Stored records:
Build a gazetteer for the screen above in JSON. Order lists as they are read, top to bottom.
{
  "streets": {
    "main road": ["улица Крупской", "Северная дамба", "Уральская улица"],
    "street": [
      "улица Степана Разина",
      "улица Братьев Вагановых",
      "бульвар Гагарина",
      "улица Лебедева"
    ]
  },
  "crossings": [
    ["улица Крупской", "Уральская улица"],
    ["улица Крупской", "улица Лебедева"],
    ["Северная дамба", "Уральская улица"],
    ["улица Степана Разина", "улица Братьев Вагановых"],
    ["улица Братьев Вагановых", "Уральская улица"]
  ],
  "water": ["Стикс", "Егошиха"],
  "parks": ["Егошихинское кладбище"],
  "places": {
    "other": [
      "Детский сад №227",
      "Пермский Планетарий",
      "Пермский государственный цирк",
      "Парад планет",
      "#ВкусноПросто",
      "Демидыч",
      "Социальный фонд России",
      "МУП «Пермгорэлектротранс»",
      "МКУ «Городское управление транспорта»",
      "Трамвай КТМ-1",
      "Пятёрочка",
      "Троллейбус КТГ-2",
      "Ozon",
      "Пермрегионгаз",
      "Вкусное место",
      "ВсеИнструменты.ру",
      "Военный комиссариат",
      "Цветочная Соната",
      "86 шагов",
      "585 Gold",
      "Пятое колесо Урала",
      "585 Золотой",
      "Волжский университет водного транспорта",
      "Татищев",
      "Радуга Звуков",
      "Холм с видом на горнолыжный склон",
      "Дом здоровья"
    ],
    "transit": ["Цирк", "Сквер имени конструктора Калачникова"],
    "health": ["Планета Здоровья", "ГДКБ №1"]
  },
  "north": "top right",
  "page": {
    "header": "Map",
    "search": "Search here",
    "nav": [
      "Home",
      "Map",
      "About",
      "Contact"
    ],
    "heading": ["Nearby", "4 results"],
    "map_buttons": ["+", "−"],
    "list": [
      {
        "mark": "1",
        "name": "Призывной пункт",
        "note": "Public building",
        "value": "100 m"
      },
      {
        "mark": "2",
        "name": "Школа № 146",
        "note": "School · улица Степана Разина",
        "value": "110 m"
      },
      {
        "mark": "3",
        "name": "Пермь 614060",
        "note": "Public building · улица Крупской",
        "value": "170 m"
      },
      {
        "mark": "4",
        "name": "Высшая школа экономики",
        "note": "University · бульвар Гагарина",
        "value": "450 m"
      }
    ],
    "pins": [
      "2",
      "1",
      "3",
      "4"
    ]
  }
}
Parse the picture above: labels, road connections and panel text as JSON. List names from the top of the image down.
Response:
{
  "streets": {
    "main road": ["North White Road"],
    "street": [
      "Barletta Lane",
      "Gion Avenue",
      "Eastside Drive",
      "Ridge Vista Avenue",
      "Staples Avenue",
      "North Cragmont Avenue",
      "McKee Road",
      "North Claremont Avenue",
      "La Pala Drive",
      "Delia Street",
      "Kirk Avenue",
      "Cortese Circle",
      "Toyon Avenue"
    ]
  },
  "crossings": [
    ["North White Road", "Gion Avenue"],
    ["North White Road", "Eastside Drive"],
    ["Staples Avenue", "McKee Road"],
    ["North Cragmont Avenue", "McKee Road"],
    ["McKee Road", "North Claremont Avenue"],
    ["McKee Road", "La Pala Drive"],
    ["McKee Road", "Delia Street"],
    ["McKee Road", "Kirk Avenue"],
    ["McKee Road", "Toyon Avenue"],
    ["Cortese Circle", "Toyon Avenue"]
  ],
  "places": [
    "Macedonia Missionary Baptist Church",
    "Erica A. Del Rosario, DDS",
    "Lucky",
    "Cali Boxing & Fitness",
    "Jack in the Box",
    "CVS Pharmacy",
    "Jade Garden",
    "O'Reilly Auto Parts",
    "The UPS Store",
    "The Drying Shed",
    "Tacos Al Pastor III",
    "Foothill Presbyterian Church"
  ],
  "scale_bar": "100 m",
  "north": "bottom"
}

What needs to be done
Looking at the entries above, copy out every line in which "Public" occurs.

Result of this exercise
        "note": "Public building",
        "note": "Public building · улица Крупской",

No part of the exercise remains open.